What you are asked to do.
Select all lines in the records that include "image".

Material to process.

============

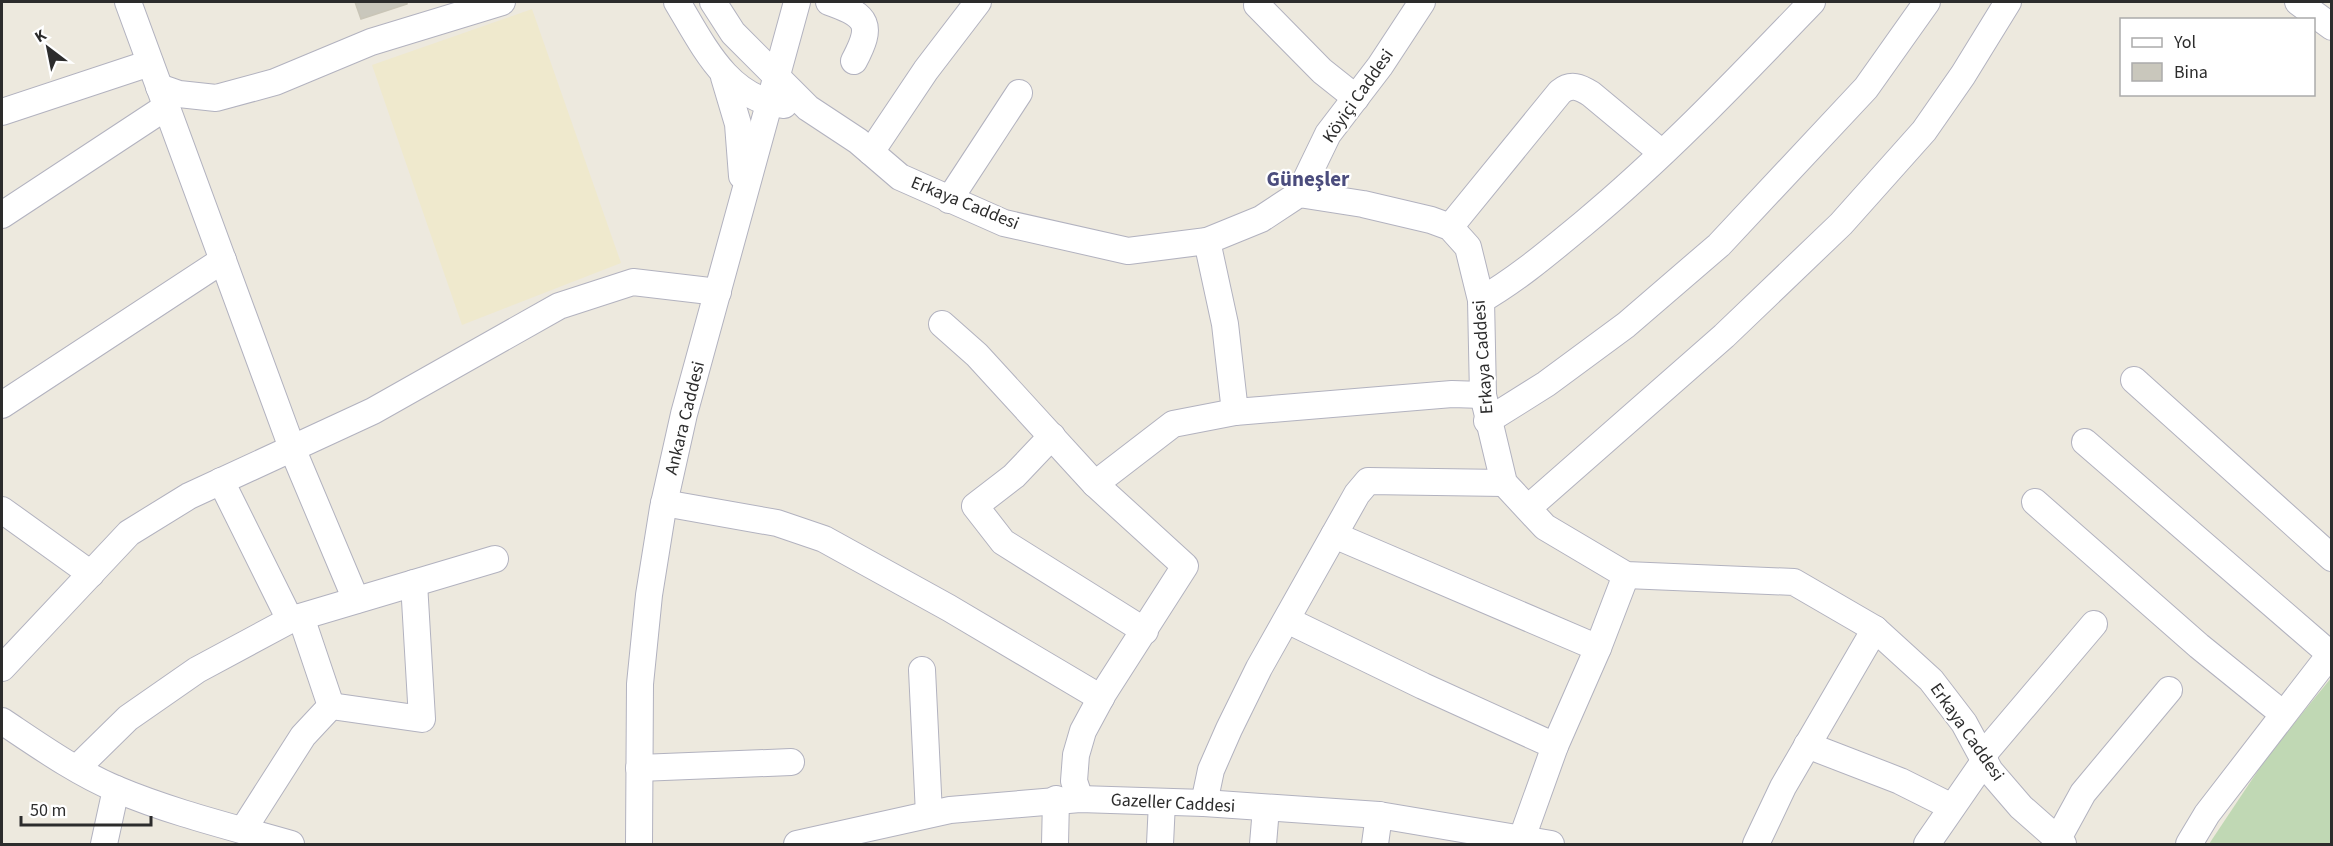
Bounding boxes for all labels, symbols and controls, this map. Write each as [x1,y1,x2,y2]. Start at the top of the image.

============

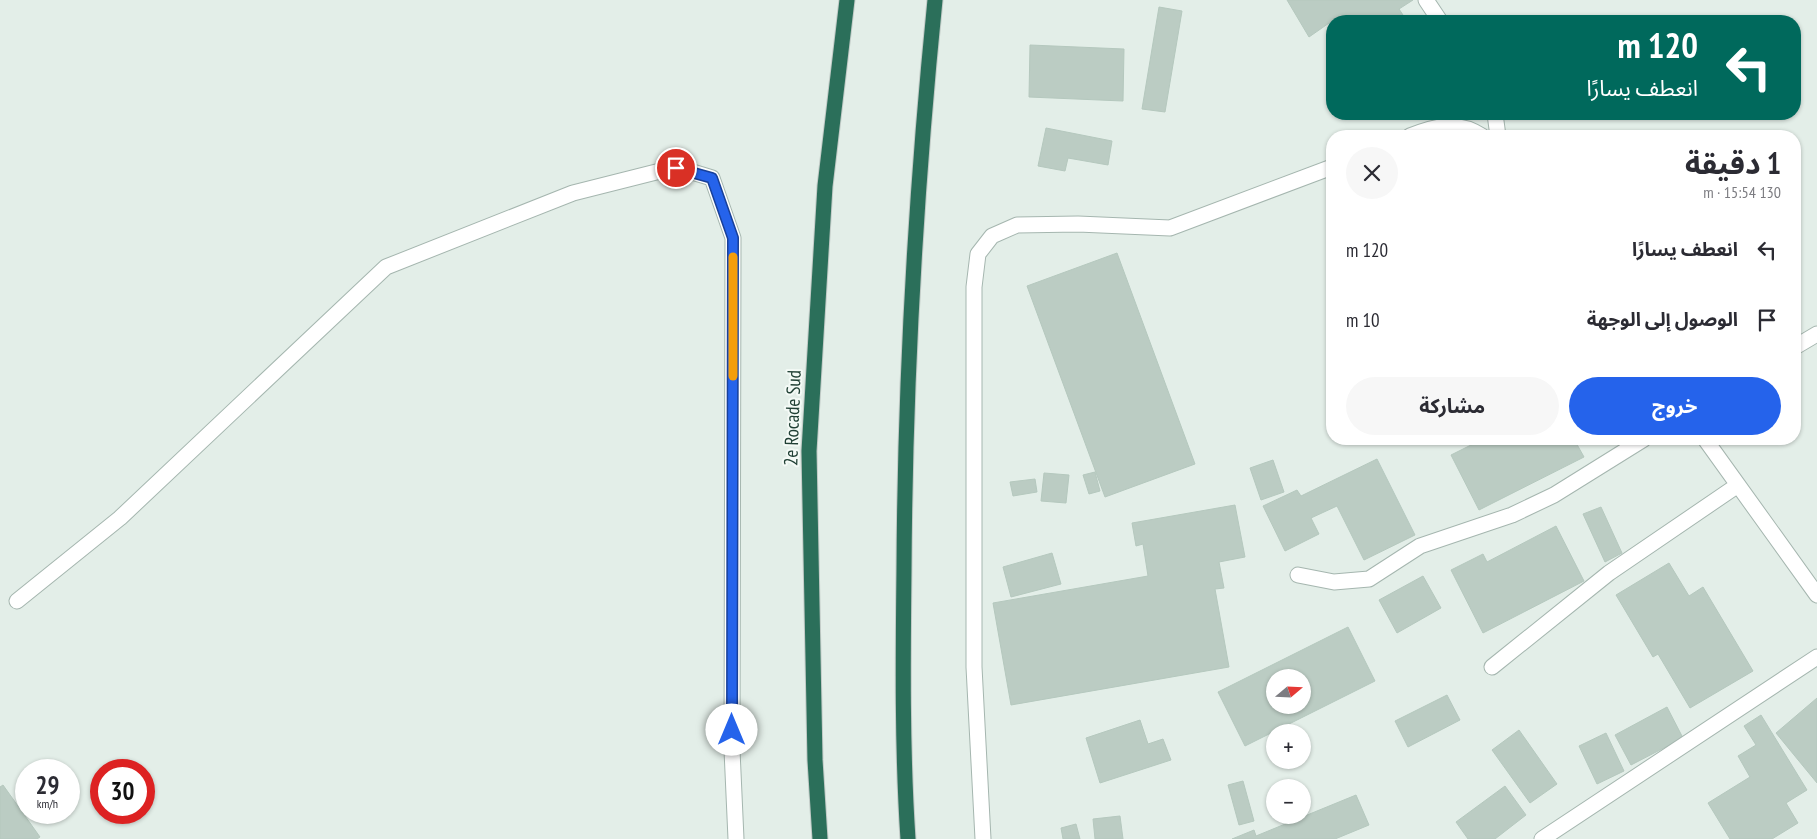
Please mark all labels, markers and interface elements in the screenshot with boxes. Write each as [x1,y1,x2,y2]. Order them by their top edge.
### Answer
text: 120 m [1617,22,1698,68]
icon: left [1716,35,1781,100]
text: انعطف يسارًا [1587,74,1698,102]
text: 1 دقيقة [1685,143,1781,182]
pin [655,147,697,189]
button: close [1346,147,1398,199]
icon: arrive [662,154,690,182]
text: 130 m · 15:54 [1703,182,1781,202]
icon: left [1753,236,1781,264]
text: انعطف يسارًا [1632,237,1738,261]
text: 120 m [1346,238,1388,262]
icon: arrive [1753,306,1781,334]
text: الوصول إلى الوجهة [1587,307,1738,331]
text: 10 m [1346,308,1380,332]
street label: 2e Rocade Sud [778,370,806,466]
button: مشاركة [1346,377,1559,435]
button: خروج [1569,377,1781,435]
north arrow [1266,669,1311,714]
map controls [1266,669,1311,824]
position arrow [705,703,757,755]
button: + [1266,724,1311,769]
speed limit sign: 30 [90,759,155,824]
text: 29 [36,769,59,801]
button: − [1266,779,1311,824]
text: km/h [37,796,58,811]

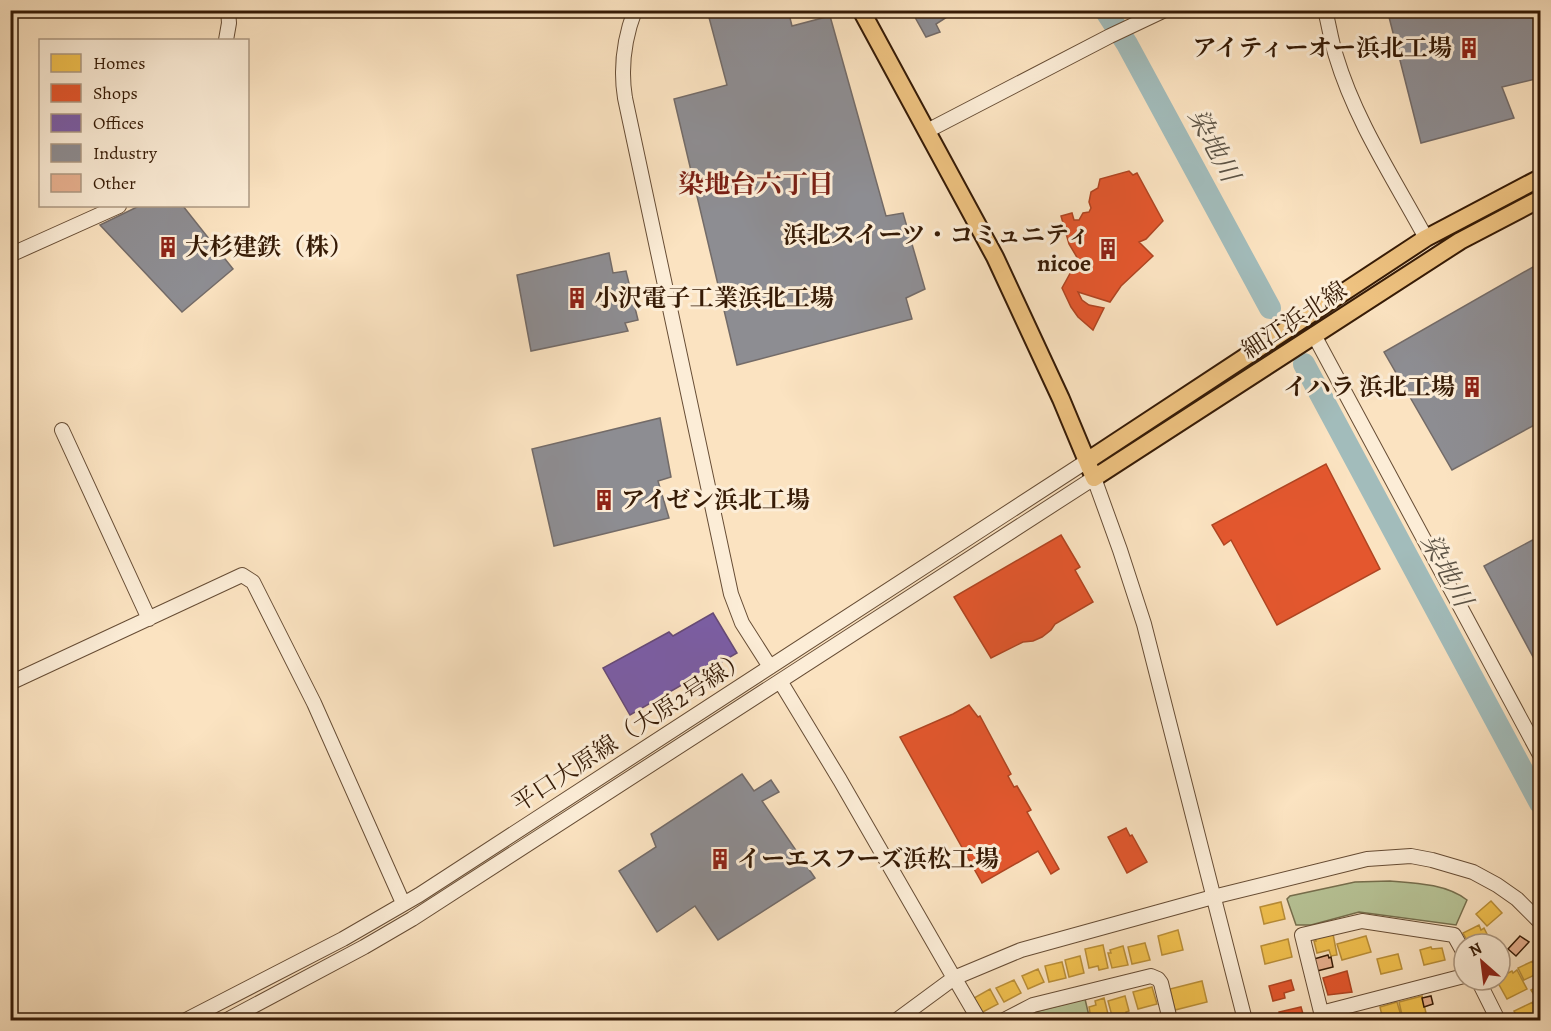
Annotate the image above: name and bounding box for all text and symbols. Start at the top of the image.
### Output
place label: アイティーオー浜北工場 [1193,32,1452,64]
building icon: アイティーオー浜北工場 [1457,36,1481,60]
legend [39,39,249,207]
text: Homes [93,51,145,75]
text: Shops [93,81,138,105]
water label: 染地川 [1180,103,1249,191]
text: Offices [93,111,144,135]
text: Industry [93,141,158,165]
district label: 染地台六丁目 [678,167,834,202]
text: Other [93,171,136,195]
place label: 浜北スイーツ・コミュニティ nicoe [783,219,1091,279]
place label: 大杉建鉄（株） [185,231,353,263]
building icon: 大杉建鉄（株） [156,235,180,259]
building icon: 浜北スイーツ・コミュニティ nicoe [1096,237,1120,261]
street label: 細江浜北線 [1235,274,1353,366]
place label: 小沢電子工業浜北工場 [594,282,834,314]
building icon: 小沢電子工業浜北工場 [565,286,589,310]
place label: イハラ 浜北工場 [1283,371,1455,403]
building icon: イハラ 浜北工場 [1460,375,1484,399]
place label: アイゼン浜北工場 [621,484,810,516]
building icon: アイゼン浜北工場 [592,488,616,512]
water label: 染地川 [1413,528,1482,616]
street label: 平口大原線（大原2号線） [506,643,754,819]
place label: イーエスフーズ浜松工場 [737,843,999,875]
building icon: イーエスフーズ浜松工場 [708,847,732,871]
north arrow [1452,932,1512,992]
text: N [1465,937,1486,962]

============

Solution for this exercise.
Bounding boxes for all labels, symbols and controls, this map. Write each as [x1,y1,x2,y2]. Start at the top of the image.
Annotate the image above: name and bounding box for all text and symbols. Start at the top of the image.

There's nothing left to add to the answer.